Stored data:

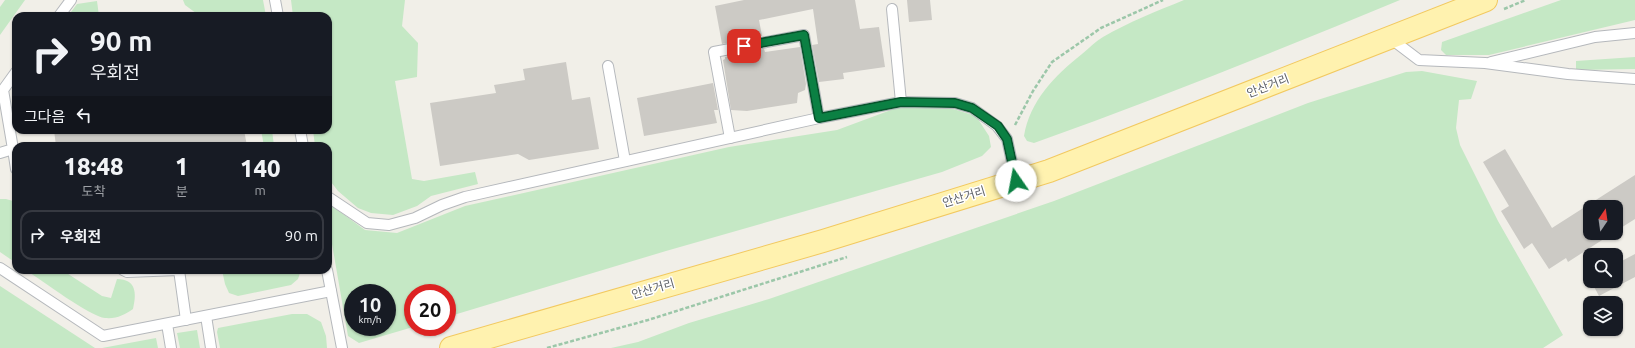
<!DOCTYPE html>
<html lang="ko">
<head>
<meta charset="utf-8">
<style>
  :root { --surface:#171b24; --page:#20242c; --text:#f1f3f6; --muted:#9ea1a6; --line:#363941 }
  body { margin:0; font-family:Ubuntu,"Noto Sans KR",sans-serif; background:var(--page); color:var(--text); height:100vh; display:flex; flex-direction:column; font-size:15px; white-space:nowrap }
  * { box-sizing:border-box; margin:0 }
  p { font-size:13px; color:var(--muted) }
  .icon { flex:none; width:22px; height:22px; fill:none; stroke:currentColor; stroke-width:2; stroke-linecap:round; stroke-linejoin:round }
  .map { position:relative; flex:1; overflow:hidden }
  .drawer { position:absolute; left:12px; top:142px; width:320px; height:132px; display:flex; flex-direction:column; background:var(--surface); border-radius:12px; box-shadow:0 1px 3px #0004 }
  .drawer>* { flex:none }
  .top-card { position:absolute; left:12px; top:12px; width:320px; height:122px; border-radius:12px; box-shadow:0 1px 3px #0004; background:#171b24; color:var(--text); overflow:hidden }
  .needle { width:26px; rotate:13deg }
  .tools { position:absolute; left:1583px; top:200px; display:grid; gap:8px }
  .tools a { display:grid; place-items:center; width:40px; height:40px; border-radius:8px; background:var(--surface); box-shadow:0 1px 3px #0004; font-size:20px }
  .speed { position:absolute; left:344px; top:284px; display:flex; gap:8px; font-size:20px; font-weight:700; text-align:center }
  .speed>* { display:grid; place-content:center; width:52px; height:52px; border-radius:50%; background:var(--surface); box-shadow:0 1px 3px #0004; line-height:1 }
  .speed small { font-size:10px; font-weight:400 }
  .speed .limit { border:6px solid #d22; background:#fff; color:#111 }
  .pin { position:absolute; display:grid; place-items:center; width:34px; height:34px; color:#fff; margin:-17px; border-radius:8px; box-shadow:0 2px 6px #0006 }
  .me { position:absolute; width:44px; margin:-22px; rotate:348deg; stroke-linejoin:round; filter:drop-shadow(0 0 3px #0008) }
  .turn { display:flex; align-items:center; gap:14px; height:84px; padding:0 12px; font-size:18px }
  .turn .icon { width:52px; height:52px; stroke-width:2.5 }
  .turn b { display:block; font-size:28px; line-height:34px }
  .then { display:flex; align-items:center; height:38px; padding:0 12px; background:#0003; gap:8px; font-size:15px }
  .eta { display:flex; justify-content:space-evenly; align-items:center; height:68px; text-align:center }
  .eta b { font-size:24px; font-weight:800; line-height:28px }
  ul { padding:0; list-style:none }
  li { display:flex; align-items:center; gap:12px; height:50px; margin:0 8px 6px; padding:0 4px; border:2px solid var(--line); border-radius:12px }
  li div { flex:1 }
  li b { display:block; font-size:15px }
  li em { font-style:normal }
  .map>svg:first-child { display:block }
  .green { fill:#c5e8c5; fill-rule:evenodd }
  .building { fill:#cccac5 }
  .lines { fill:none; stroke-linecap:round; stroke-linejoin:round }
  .service-casing { stroke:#b5b8bc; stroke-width:12 }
  .primary-casing { stroke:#f2c960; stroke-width:24 }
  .path { stroke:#9cc7a9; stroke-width:2.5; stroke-dasharray:4 2; stroke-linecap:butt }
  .service { stroke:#fff; stroke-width:10 }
  .primary { stroke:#fff2af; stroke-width:22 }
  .route-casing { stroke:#07532c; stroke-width:10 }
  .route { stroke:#0b8043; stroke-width:7 }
  .labels { text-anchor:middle; stroke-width:3; stroke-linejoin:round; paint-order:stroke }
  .street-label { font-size:12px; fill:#5f6368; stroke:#fff }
</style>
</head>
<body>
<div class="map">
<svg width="1635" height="348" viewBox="0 0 1635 348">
  <rect width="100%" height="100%" fill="#f1efe8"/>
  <g class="green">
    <polygon points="5,0 25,0 0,35 0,7"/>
    <polygon points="183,0 263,0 266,16 200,16 185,5"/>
    <polygon points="291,0 405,0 402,26 418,43 417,77 395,81 412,179 424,181 475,172 478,184 431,196 417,206 393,215 371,213 358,208 338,191 328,178 328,146 315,146 313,130 328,130 328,16 293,16"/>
    <path d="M 1184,0 L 1400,0 C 1279,50 1158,99 1034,143 L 1027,141 L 1024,136 C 1030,101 1054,76 1082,54 C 1089,48 1096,41 1103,37 C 1129,22 1157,11 1184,0 Z"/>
    <polygon points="1561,0 1635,0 1635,20 1489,55 1446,55 1441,50 1442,42"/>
    <polygon points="97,1 99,16 68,16 77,4"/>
    <polygon points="1635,57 1635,69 1576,70 1576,61"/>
    <polygon points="1422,71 1477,81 1471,99 1459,100 1456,128 1460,145 1498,221 1563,335 1543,348 611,348 638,342 689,323 769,299 1054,201 1308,103 1406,72"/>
    <path d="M 899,107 L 950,108 L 976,116 L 989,136 L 991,147 L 982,156 L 942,172 L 666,251 L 447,317 L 447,293 L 413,293 L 413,327 L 359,343 L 348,336 L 328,221 L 328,203 L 365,230 L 397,233 L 465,206 L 729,147 L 837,130 ZM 353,293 L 387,293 L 387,327 L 353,327 Z"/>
    <polygon points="261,130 272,130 274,146 264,146"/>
    <polygon points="0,199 6,199 13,201 16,208 16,263 0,252"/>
    <path d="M 26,270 L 62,270 L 102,296 L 111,298 L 117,279 C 136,279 137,293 133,309 C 124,315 117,319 105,318 C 91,317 41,280 26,270 Z"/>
    <polygon points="222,270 301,270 298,279 291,285 238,296 229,293 225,284"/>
    <polygon points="0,286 95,348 0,348"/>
    <polygon points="292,314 307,314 321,322 326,336 327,348 220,348 217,332 218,328"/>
    <polygon points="197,330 200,348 180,348 177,333"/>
    <polygon points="156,338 158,348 102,348"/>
  </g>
  <g class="building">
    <polygon points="744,0 855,0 860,29 879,27 885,67 843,73 844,79 819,82 812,45 818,44 813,9 759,20 762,36 722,44 715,6"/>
    <polygon points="907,0 930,0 932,20 909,22"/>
    <polygon points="800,47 806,84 805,90 798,93 797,103 747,111 731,110 723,60 725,59 725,57 764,49 765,52"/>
    <polygon points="566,62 572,100 590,97 599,149 529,160 518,154 440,166 430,103 496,93 494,85 525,80 523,69"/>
    <polygon points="713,83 718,110 714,110 717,123 644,136 637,98"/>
    <polygon points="54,130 244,130 247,146 56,146"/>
    <polygon points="1505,149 1552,228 1635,175 1635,219 1616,231 1616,207 1590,207 1590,233 1613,233 1568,262 1566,258 1549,269 1532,243 1524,249 1501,211 1509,206 1483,162"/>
    <polygon points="1635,254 1635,277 1599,296 1591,281 1616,281 1616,264"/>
  </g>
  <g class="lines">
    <defs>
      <g id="service">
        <polyline points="275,0 278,16"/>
        <polyline points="892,9 901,102"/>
        <polyline points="59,16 71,0"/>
        <polyline points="1390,38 1419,60 1485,63 1568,74 1635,79"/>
        <polyline points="1491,62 1595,37 1635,33"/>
        <polyline points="608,66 625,161"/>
        <polyline points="300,130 303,146"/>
        <polyline points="730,138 714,52 804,35 819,118"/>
        <polyline points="13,149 16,169"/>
        <polyline points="0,153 13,149 3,90 16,72"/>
        <polyline points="328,197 367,223 389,225 415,218 442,205 465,197 819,118 901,102 955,103 972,108 997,126 1007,139 1016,181"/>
        <polyline points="0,268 103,336 331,291"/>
        <polyline points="123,270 127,272 179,270 186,320"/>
        <polyline points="327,270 342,348"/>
        <polyline points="206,316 211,348"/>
        <polyline points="167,324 171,348"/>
      </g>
      <polyline id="primary" points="451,348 823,241 1049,171 1486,0"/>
    </defs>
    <use href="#service" class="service-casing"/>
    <use href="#primary" class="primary-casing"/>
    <g class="path">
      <polyline points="1504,9 1526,0"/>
      <polyline points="1015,125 1033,91 1052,62 1101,28 1163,0"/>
      <polyline points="547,348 648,320 847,257"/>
    </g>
    <use href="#service" class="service"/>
    <use href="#primary" class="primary"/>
  </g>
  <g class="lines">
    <defs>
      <polyline id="route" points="744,46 804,35 819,118 901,102 955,103 972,108 998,126 1007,139 1016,181"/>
    </defs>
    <use href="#route" class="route-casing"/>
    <use href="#route" class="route"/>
  </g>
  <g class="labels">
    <g class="street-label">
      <text transform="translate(1268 86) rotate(-21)" y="4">안산거리</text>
      <text transform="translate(964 197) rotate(-17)" y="4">안산거리</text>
      <text transform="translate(653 289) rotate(-16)" y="4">안산거리</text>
    </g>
  </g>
</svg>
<div class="tools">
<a><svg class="needle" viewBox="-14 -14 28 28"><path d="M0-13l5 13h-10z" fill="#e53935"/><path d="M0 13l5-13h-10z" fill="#9ea1a6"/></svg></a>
<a><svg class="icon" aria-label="search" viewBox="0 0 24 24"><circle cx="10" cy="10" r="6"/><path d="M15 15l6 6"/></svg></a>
<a><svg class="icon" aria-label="layers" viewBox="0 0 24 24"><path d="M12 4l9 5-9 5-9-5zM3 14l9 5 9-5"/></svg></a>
</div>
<div class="speed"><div>10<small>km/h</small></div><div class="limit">20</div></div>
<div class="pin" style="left:744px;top:46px;background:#d93025"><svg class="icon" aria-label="arrive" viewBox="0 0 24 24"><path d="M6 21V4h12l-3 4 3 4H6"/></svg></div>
<svg class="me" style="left:1016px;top:181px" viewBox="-20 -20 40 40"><circle r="19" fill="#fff"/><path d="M0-13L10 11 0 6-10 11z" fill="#0b8043"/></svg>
<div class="top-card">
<div class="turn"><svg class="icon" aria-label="right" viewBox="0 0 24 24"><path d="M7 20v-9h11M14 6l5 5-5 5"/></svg><div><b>90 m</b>우회전</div></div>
<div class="then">그다음<svg class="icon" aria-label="left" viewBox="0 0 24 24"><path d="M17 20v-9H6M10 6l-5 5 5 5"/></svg></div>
</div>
<section class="drawer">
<div class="eta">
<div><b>18:48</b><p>도착</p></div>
<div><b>1</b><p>분</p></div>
<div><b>140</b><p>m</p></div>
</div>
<ul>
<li><svg class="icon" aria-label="right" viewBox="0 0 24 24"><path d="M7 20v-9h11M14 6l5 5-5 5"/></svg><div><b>우회전</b></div><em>90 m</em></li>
</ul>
</section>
</div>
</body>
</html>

**TASK REQUIREMENTS**
The answer is a number only: how many lines of the data above include "hidden"?

**EXERCISE ANSWER**
2